* [Problem] Below are some records. Say how many of their lines contain the string "shop", and give nothing but the number.

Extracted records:

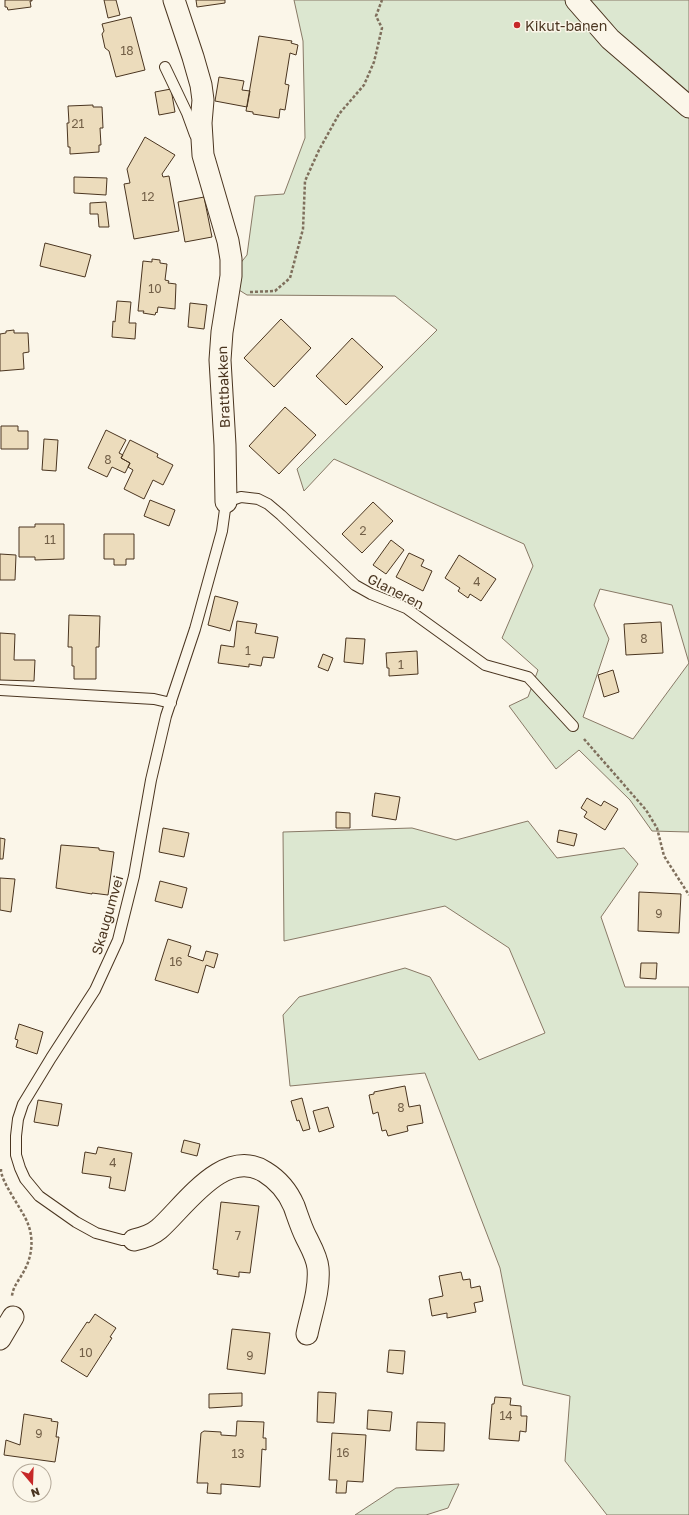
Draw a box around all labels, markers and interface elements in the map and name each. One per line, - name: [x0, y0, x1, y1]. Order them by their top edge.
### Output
- place label: Kikut-banen: [525, 17, 607, 34]
- marker: Kikut-banen: [512, 20, 522, 30]
- house number: 18: [120, 43, 134, 58]
- house number: 21: [72, 116, 85, 131]
- house number: 12: [142, 189, 154, 204]
- house number: 10: [148, 281, 162, 296]
- street label: Brattbakken: [213, 346, 233, 428]
- house number: 8: [104, 452, 112, 467]
- house number: 2: [360, 523, 367, 538]
- house number: 11: [44, 532, 56, 547]
- street label: Glaneren: [365, 570, 427, 612]
- house number: 4: [473, 574, 481, 589]
- house number: 8: [640, 631, 648, 646]
- house number: 1: [245, 643, 251, 658]
- house number: 1: [398, 657, 404, 672]
- street label: Skaugumvei: [88, 873, 126, 957]
- house number: 9: [655, 906, 663, 921]
- house number: 16: [169, 954, 183, 969]
- house number: 8: [397, 1100, 405, 1115]
- house number: 4: [109, 1155, 117, 1170]
- house number: 7: [235, 1228, 241, 1243]
- house number: 10: [79, 1345, 93, 1360]
- house number: 9: [246, 1348, 254, 1363]
- house number: 14: [499, 1408, 513, 1423]
- house number: 9: [35, 1426, 43, 1441]
- house number: 16: [336, 1445, 350, 1460]
- house number: 13: [232, 1446, 244, 1461]
- north arrow: [12, 1463, 52, 1503]
- text: N: [29, 1485, 41, 1500]

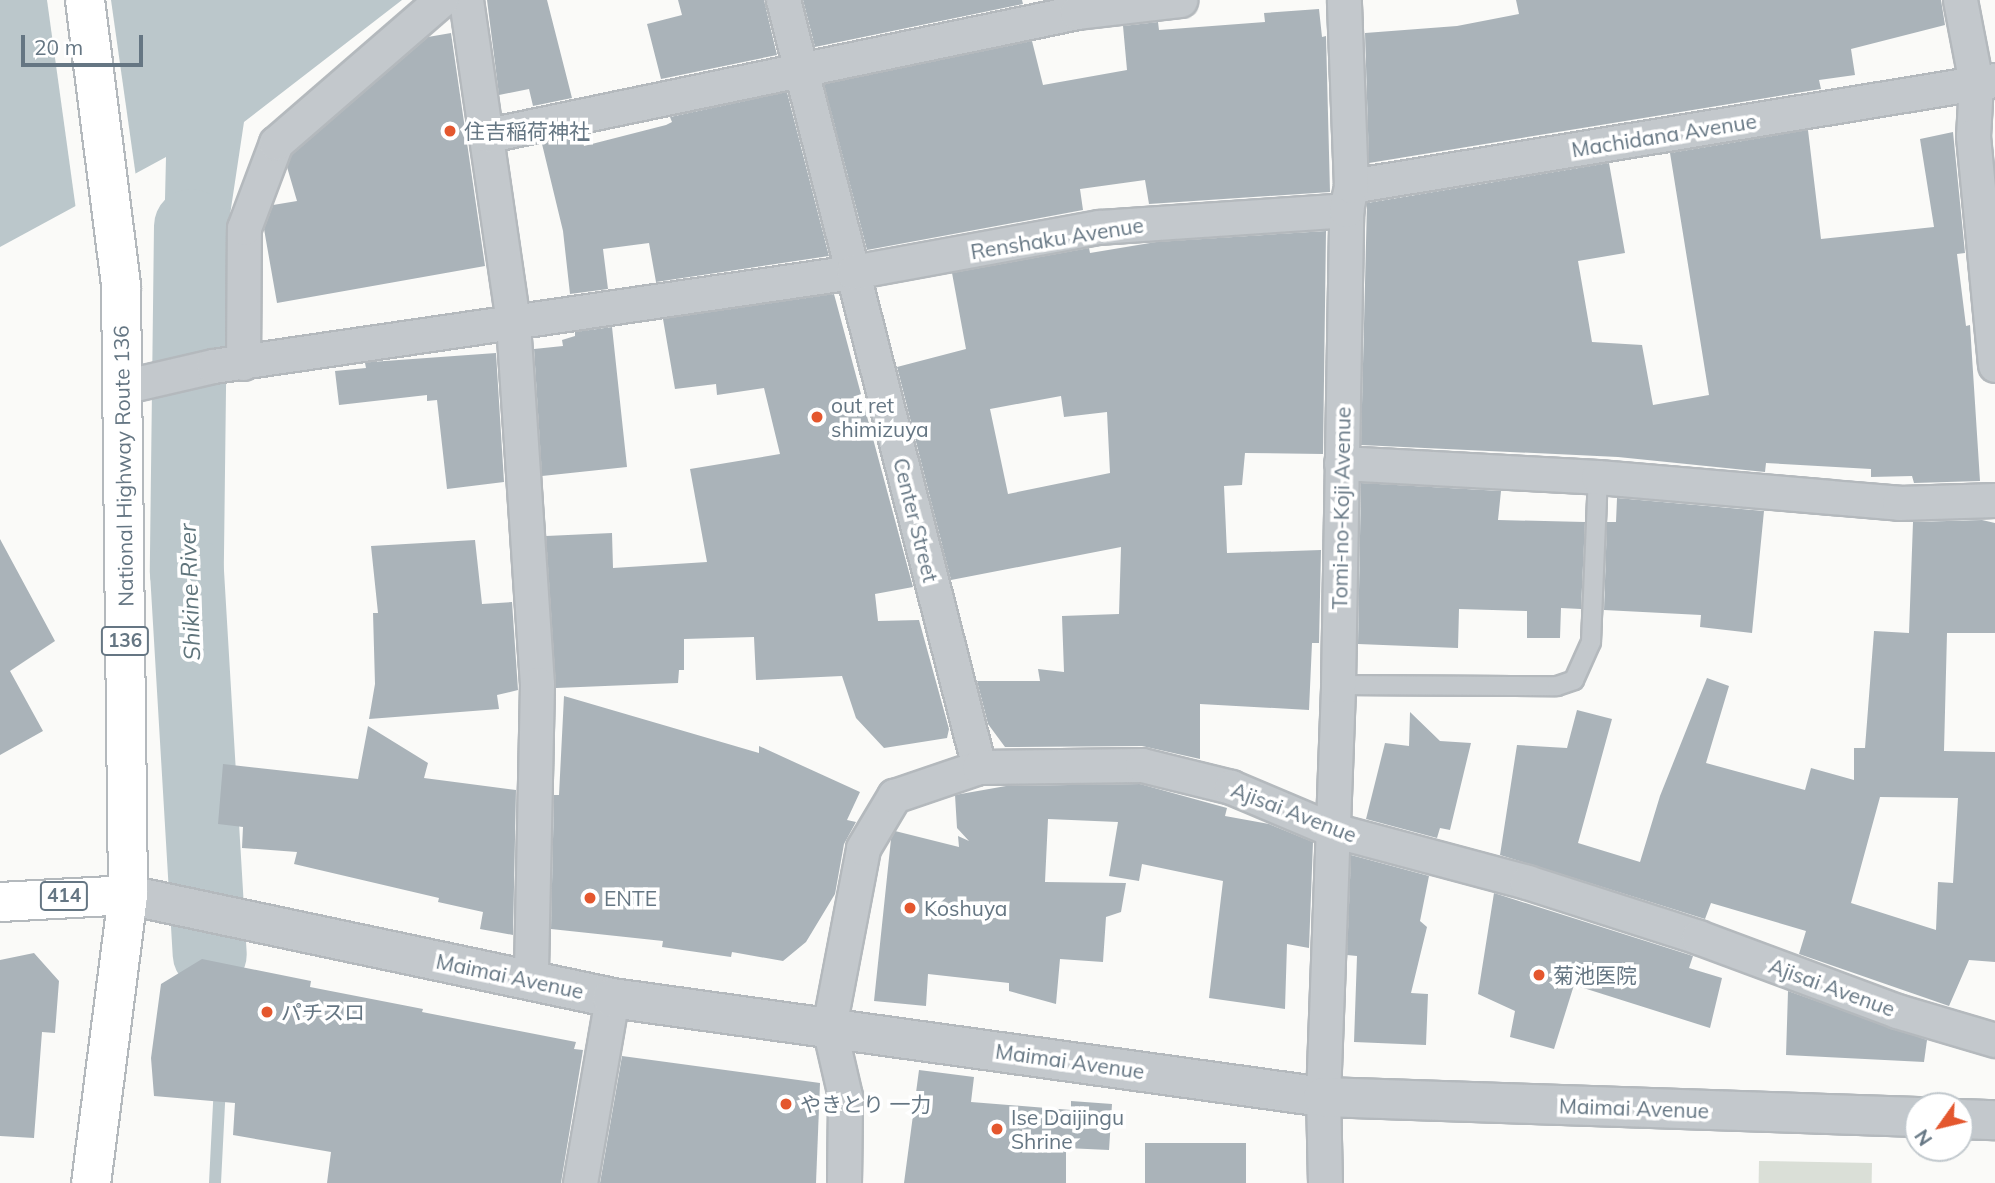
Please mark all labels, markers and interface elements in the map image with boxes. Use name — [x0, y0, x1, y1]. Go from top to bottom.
scale bar — [24, 21, 147, 65]
text: 20 m — [34, 34, 83, 60]
street label: Machidana Avenue — [1570, 108, 1758, 162]
place label: 住吉稲荷神社 — [464, 118, 590, 144]
marker: 住吉稲荷神社 — [442, 123, 458, 139]
street label: Renshaku Avenue — [969, 212, 1145, 264]
street label: National Highway Route 136 — [108, 325, 138, 607]
place label: out ret shimizuya — [831, 392, 929, 442]
street label: Tomi-no-Koji Avenue — [1327, 406, 1355, 610]
marker: out ret shimizuya — [809, 409, 825, 425]
street label: Center Street — [888, 455, 944, 585]
water label: Shikine River — [174, 523, 206, 661]
road number: 136 — [100, 626, 150, 656]
street label: Ajisai Avenue — [1228, 777, 1360, 847]
road number: 414 — [40, 880, 88, 912]
place label: ENTE — [604, 885, 657, 911]
marker: ENTE — [582, 890, 598, 906]
place label: Koshuya — [924, 895, 1007, 921]
marker: Koshuya — [902, 900, 918, 916]
street label: Maimai Avenue — [434, 948, 586, 1004]
street label: Ajisai Avenue — [1766, 953, 1898, 1021]
place label: 菊池医院 — [1553, 962, 1637, 988]
marker: 菊池医院 — [1531, 967, 1547, 983]
place label: パチスロ — [281, 999, 365, 1025]
marker: パチスロ — [259, 1004, 275, 1020]
street label: Maimai Avenue — [994, 1038, 1146, 1084]
place label: やきとり 一力 — [800, 1091, 931, 1117]
north arrow — [1904, 1092, 1974, 1162]
street label: Maimai Avenue — [1558, 1093, 1710, 1123]
marker: やきとり 一力 — [778, 1096, 794, 1112]
place label: Ise Daijingu Shrine — [1011, 1104, 1124, 1154]
marker: Ise Daijingu Shrine — [989, 1121, 1005, 1137]
text: N — [1909, 1125, 1937, 1150]

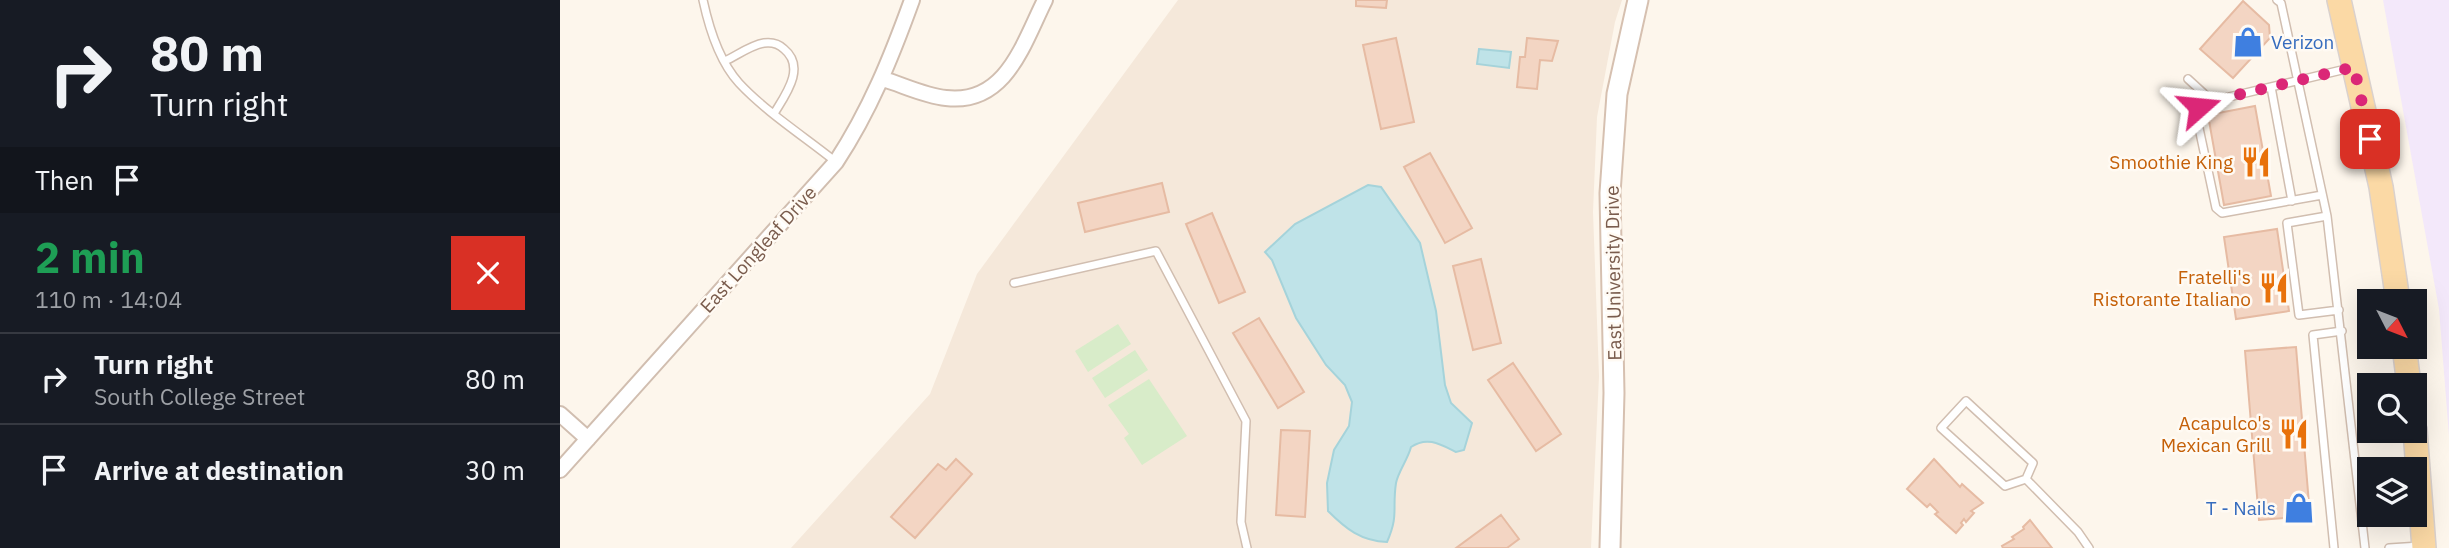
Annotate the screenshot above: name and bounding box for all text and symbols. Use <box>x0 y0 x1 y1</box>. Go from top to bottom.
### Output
text: 80 m <box>150 21 264 84</box>
shop icon: Verizon <box>2231 25 2265 59</box>
icon: right <box>35 28 126 119</box>
place label: Verizon <box>2271 30 2334 54</box>
position arrow <box>2162 70 2236 144</box>
text: Turn right <box>150 83 288 125</box>
pin <box>2340 109 2400 169</box>
icon: arrive <box>2351 120 2389 158</box>
restaurant icon: Smoothie King <box>2239 145 2273 179</box>
place label: Smoothie King <box>2109 150 2233 174</box>
icon: arrive <box>108 161 146 199</box>
text: Then <box>35 163 94 197</box>
street label: East Longleaf Drive <box>695 180 821 318</box>
street label: East University Drive <box>1599 185 1627 361</box>
text: 2 min <box>35 230 145 285</box>
button: close <box>451 236 525 310</box>
place label: Fratelli's Ristorante Italiano <box>2092 265 2251 311</box>
restaurant icon: Fratelli's Ristorante Italiano <box>2257 271 2291 305</box>
text: 110 m · 14:04 <box>35 284 182 314</box>
north arrow <box>2357 289 2427 359</box>
map controls <box>2357 289 2427 527</box>
text: Turn right <box>94 347 213 381</box>
icon: right <box>35 360 73 398</box>
text: 80 m <box>465 362 525 396</box>
button: search <box>2357 373 2427 443</box>
text: South College Street <box>94 381 305 411</box>
place label: Acapulco's Mexican Grill <box>2161 411 2271 457</box>
restaurant icon: Acapulco's Mexican Grill <box>2277 417 2311 451</box>
icon: arrive <box>35 451 73 489</box>
text: Arrive at destination <box>94 453 344 487</box>
text: 30 m <box>465 453 525 487</box>
button: layers <box>2357 457 2427 527</box>
shop icon: T - Nails <box>2282 491 2316 525</box>
place label: T - Nails <box>2206 496 2276 520</box>

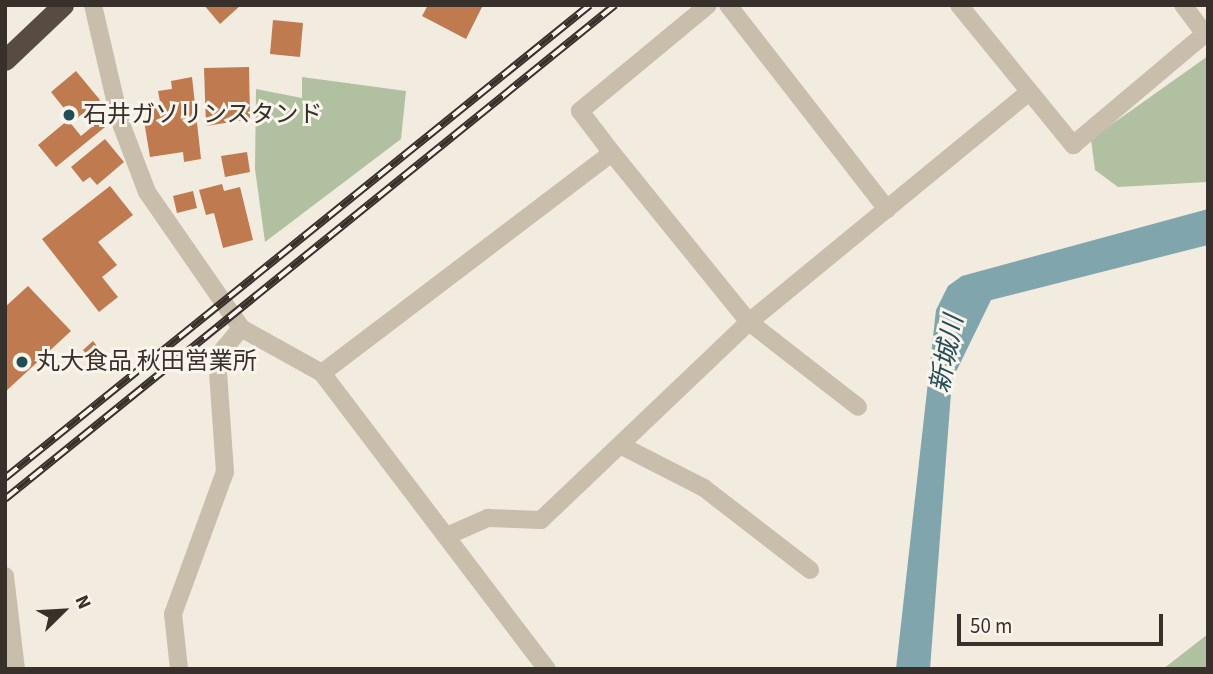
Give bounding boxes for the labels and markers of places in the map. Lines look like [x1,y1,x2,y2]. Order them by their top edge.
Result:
place label: 石井ガソリンスタンド [83,101,323,129]
marker: 石井ガソリンスタンド [61,107,77,123]
place label: 丸大食品 秋田営業所 [36,348,257,376]
marker: 丸大食品 秋田営業所 [14,354,30,370]

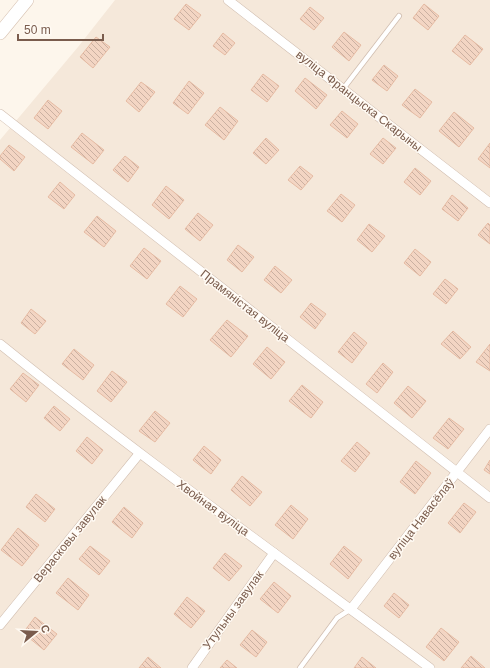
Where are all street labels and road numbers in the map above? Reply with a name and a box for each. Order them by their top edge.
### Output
street label: вуліца Францыска Скарыны [293,47,425,155]
street label: Прамяністая вуліца [198,267,292,345]
street label: вуліца Навасёлаў [385,476,457,562]
street label: Хвойная вуліца [174,477,252,539]
street label: Верасковы завулак [31,492,110,585]
street label: Утульны завулак [200,567,267,652]

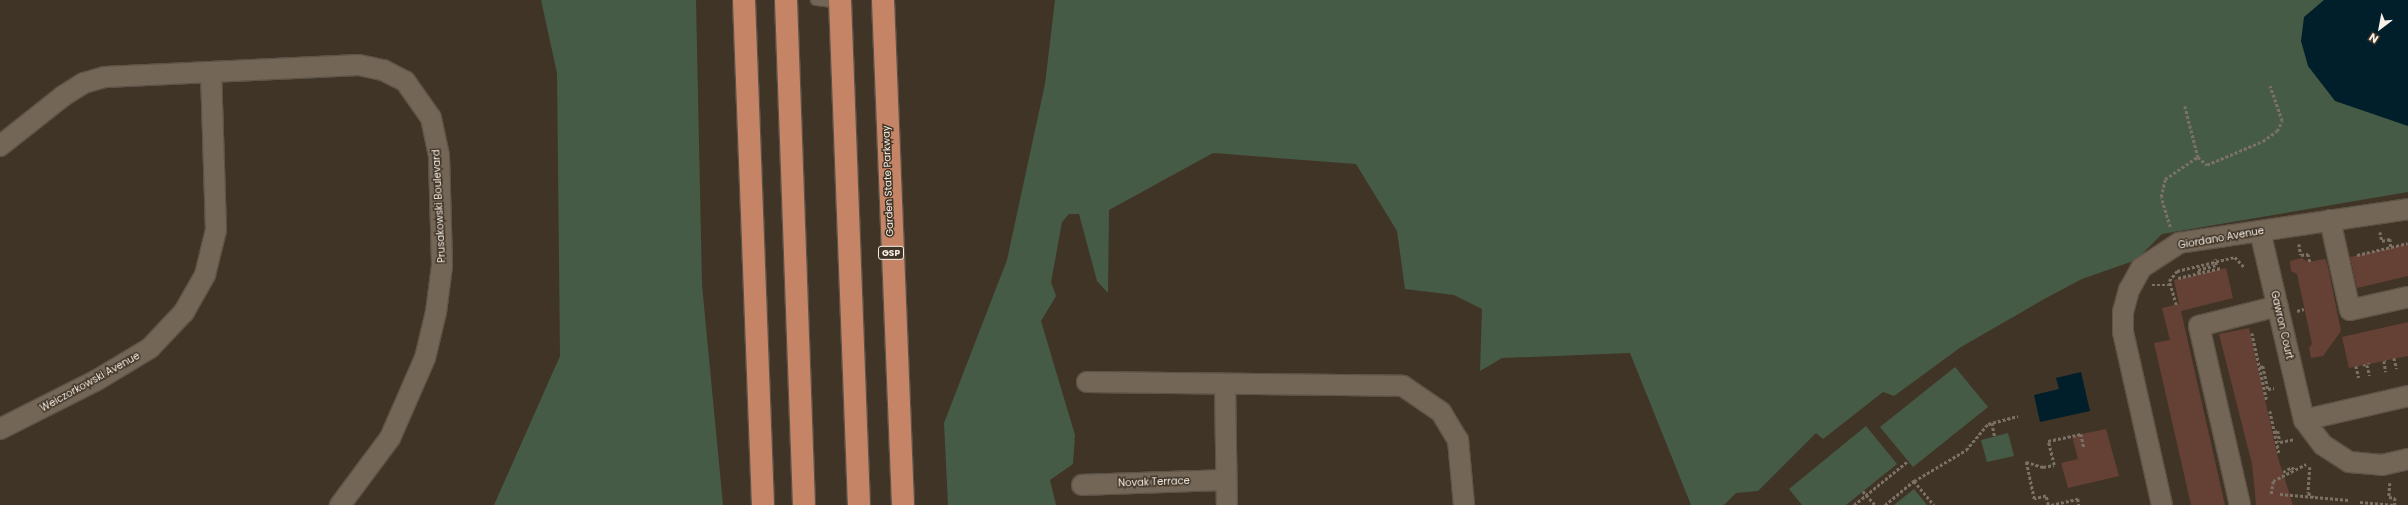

* [Exercise response] 2